As a lover of many sports, I’m a loyal fan of the Detroit Red Wings, Michigan State Spartans, and Olympiacos. Tragically, the Wings are out of the chase for the 2012 Stanley Cup, MSU didn’t go to the 2011 Rose Bowl, and Olympiacos got bounced out of the UEFA Champions League tournament pretty quickly. At the same time, I’m not about to wave a Chicago Blackhawks flag, throw on a University of Michigan shirt, or paint my face Panathinaikos green. That would be fickle and spineless. My devotion for these teams has been set, and I’ll never bring myself to suddenly defect. Especially to a rival organization.
As any fan will vouch for, sports trigger a lot of passion. People passionately fight over disputes with rival team fans at bars, parties, work, wherever. But such a thing isn’t exclusive to sports. The same vehement nature can be found in the automotive world. To set you on the same wavelength, look at the fanbase between the Chevrolet Camaro and Ford Mustang. Both muscle cars are celebrated by a beloved enthusiast following, of which hold a deep scorn towards their cross-town adversaries. Visit the comment section of any online video, any news article or any social media post regarding the cars, and you will find both blind praise from the loyalists, and bitter words from smack-talking trolls representing the other side. Another segment where such behavior is exhibited is the pickup truck market.
The Ford F-Series being the best selling pickup truck for over thirty years running is no accident. It’s a great line of trucks and always has been. This kind of success has much to do with rock solid brand loyalty that’s been passed on from generations. It’s not uncommon for a Ford truck man to hook his son or daughter onto Ford trucks, keeping the line going. The same goes for Chevy people. Except there seems to be a lot more Ford favoritism, not unlike University of Michigan fans to Michigan State fans (but it’s the MSU fans that you wanna party with). And the most rigid segment of the truck market has to be the heavy duty sector. Powerstroke versus Duramax versus Cummins.
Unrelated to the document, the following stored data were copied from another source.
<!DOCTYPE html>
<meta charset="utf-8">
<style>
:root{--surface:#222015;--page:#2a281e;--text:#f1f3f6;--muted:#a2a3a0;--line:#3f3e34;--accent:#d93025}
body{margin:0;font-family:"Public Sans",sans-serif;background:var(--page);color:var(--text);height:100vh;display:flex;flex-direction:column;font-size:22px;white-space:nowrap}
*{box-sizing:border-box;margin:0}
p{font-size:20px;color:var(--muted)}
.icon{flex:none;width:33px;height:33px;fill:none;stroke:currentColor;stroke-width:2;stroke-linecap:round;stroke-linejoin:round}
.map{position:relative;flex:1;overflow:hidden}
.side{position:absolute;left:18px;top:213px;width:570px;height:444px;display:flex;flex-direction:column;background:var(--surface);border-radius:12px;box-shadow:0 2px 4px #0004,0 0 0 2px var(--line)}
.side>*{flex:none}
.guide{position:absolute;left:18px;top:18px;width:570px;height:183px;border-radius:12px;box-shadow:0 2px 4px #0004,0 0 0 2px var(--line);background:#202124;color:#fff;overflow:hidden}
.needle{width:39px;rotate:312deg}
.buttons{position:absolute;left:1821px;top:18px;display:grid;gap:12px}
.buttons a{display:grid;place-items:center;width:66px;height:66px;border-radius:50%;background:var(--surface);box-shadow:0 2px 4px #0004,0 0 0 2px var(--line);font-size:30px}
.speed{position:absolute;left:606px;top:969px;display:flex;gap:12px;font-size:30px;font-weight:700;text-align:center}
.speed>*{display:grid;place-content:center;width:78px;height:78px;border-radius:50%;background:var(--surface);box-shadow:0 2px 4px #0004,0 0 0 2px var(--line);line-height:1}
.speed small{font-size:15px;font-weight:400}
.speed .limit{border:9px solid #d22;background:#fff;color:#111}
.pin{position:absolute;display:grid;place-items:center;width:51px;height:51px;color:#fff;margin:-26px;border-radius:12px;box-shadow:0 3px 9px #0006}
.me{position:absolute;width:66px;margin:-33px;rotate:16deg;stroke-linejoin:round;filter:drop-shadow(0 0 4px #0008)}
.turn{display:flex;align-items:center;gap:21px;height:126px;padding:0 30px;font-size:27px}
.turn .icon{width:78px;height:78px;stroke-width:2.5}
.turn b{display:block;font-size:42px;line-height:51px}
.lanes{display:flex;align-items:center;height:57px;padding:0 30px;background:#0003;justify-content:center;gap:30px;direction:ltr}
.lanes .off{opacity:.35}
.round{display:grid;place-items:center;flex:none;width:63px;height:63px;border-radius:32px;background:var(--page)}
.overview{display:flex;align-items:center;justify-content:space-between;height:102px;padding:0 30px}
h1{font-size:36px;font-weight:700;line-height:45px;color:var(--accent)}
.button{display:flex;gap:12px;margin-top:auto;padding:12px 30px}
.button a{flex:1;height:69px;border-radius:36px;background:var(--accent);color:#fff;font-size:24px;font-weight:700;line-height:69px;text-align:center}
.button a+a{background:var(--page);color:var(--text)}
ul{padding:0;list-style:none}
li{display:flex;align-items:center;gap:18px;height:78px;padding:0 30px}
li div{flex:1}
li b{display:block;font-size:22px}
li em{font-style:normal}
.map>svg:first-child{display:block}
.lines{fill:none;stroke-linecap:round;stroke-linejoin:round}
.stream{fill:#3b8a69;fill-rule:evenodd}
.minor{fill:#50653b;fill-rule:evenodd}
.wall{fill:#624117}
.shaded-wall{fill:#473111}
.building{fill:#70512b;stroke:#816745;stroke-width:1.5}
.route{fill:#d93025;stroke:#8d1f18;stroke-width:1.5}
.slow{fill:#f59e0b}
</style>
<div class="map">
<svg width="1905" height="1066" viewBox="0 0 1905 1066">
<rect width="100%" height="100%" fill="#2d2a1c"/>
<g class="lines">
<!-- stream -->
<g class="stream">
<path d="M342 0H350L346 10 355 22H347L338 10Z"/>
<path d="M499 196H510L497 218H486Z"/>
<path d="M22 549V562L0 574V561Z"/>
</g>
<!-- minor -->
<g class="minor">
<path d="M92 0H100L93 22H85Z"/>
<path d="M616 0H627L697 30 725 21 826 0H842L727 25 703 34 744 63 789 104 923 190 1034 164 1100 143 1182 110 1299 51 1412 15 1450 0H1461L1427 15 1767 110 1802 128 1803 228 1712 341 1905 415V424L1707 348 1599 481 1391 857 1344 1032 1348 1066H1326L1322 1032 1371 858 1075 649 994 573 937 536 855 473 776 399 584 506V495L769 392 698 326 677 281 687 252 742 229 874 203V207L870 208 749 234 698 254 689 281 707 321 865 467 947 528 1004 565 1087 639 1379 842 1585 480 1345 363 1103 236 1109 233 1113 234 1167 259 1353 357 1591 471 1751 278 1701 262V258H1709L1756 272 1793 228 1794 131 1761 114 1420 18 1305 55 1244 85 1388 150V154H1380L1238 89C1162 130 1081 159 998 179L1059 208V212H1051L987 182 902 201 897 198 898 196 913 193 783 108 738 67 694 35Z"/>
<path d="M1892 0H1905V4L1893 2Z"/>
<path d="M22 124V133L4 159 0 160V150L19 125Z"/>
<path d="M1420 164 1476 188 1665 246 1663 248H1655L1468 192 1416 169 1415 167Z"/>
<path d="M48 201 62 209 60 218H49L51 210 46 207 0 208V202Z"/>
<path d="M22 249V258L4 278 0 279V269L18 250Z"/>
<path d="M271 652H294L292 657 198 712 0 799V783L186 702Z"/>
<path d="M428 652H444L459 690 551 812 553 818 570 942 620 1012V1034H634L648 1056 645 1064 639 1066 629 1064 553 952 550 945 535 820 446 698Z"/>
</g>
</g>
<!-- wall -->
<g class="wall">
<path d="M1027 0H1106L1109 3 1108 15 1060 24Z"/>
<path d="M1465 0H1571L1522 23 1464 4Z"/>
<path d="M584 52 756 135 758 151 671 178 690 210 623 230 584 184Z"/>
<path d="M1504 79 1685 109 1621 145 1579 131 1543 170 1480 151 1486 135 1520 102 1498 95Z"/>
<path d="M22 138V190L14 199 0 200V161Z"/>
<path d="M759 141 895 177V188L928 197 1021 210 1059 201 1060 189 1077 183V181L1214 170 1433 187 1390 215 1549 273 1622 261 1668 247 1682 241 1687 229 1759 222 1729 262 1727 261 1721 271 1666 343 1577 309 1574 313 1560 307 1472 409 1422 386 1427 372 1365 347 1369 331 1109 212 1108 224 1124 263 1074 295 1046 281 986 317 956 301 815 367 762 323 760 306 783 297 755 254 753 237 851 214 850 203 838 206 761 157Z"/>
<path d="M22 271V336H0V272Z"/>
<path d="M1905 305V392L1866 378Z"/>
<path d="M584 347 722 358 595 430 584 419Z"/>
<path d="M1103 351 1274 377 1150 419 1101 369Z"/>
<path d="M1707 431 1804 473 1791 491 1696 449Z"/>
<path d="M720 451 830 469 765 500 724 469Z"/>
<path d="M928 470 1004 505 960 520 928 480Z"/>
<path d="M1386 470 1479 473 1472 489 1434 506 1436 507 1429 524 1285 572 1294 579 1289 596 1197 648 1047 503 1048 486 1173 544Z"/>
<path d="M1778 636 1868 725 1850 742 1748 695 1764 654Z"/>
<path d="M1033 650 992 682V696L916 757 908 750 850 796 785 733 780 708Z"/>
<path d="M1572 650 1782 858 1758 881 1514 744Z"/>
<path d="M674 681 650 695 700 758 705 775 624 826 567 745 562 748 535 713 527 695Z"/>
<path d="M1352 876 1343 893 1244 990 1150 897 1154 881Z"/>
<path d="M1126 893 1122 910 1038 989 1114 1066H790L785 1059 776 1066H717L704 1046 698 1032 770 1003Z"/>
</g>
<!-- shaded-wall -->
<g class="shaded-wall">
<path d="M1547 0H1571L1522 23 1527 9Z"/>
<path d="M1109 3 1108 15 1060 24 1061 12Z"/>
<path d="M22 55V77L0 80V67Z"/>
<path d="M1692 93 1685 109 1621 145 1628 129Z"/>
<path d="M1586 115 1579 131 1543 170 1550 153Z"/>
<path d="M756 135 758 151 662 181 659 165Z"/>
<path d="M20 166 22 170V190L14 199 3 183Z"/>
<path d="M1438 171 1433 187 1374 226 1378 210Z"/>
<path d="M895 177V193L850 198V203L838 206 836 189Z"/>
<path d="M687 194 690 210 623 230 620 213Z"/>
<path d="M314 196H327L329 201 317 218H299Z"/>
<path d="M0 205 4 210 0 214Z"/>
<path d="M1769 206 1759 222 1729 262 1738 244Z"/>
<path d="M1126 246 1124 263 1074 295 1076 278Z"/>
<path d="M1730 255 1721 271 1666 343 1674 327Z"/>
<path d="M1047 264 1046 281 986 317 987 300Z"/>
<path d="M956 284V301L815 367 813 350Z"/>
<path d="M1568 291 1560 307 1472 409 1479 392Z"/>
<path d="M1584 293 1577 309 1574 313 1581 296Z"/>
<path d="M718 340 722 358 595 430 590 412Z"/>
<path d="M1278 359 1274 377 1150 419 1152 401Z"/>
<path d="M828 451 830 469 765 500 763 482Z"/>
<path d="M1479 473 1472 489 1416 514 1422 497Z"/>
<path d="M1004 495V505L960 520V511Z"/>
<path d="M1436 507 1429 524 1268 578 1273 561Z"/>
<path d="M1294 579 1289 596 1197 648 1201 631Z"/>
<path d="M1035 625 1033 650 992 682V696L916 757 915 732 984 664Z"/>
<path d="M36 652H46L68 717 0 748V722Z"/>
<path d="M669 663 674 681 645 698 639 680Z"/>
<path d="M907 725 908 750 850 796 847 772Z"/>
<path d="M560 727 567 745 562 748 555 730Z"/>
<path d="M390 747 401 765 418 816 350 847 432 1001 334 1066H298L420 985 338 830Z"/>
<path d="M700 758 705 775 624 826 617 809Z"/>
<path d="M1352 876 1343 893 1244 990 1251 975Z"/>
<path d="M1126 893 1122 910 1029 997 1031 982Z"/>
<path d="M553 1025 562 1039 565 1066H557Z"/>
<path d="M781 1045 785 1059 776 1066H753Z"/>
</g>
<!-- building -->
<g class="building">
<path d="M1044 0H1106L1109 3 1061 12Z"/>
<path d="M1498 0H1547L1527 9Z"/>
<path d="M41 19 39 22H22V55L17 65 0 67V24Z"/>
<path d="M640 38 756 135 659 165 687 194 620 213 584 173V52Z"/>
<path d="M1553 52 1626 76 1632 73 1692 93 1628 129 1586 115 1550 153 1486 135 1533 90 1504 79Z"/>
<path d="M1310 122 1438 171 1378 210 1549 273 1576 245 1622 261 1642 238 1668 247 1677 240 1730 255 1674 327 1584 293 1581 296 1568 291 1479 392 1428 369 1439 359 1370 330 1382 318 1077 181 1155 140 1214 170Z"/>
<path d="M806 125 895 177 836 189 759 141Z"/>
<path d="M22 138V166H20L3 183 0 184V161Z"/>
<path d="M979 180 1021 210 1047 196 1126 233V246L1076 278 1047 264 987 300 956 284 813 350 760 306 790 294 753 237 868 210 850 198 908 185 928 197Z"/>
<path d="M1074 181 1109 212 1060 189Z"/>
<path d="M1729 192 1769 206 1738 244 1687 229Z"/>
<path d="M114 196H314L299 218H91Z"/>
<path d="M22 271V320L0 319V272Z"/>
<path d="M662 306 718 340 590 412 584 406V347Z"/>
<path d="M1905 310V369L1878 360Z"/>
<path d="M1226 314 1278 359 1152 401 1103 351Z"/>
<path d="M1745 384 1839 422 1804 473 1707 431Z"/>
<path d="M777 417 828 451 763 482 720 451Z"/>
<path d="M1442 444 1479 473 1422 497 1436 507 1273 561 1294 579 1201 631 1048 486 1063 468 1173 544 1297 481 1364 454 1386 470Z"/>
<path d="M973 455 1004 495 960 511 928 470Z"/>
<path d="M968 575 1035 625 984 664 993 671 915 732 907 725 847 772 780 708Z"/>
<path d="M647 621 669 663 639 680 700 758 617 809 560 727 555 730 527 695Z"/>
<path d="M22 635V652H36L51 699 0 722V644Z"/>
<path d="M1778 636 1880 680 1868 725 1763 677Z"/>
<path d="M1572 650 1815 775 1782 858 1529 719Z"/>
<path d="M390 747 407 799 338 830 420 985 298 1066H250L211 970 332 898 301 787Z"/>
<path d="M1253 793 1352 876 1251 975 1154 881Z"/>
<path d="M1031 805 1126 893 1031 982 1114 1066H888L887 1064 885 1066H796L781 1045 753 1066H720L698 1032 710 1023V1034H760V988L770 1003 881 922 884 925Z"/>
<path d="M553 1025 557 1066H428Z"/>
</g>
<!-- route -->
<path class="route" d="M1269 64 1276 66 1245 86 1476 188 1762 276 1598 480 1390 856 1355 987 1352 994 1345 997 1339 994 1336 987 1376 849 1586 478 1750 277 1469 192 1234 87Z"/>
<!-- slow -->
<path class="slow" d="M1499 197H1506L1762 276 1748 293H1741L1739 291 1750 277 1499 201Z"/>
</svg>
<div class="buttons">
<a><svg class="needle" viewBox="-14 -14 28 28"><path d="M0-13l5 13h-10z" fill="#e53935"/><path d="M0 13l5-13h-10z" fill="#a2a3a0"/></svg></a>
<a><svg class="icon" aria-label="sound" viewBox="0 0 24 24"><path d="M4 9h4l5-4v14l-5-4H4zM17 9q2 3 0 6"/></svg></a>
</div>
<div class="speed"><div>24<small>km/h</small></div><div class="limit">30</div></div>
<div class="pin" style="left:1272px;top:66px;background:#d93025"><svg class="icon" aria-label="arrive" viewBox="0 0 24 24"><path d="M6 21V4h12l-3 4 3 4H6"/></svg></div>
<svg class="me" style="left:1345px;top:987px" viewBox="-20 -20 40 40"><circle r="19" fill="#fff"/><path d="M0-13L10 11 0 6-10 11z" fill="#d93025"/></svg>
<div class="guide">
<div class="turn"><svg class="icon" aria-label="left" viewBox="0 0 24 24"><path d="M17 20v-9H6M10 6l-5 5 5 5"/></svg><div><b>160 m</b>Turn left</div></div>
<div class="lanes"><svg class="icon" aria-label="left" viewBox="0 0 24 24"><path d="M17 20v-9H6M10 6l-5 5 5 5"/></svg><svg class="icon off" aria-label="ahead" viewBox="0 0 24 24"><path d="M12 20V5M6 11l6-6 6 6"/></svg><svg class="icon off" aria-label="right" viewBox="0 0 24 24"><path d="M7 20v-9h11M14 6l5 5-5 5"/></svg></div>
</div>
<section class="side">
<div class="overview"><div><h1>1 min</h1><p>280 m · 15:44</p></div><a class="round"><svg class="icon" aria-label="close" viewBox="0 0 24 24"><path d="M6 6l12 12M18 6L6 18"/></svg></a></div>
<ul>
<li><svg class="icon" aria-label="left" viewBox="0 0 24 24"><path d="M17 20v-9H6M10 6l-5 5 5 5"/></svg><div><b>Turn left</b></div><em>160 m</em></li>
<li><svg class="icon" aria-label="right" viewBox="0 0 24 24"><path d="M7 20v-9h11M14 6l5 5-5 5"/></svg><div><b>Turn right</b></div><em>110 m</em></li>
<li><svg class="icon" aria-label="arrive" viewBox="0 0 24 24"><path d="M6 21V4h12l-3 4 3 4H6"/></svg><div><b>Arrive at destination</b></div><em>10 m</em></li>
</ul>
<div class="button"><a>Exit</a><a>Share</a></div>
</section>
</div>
Sure, you can probably get an F-150 buyer to look at a Chevy Silverado or GMC Sierra 1500. But to get a seasoned Powerstroke buyer to buy a Duramax? It would probably be easier to convert a Muslim into a Jew. It’s possible, but the conversion rate makes the effort hardly worth it. Because for these people, it doesn’t matter if a Silverado 3500 can pull the moon from orbit if they’ve been Ford loyalists their whole life. They’re set in their ways. So rather than GM exhausting its efforts into this trap, it would be better to focus on younger opportunities.
Just as Chevrolet continues to turn its eye on the Millennial market with small cars like the Sonic and Spark, the marketing team should focus their efforts on attracting younger truck buyers that are virgin to the HD market. And unless it’s somebody who’s from a family tradition of Ford or GM, these buyers carry a more neutral loyalty, which if the folks at GM cared to gain more market share in the HD segment (and why the hell wouldn’t they?) should make a more focused effort towards winching up and pulling in this niche audience. The Ford/GM market imbalance won’t level out overnight, but it’s a change that can happen over time. And it’s not like GM has nothing to tout. Far from, as Pickuptrucks.com crowned the Silverado HD as king of the hill after it spanked the Ford Super Duty in the Heavy Duty Hurt Locker comparison test. GM also has their HD to HD videos that can be found on YouTube which show viewers that the Silverado HD is currently the best choice when it comes to no-frills truck performance. GM has the ammo for a powerful HD truck marketing campaign, but it seems the gun isn’t big enough for the bullets.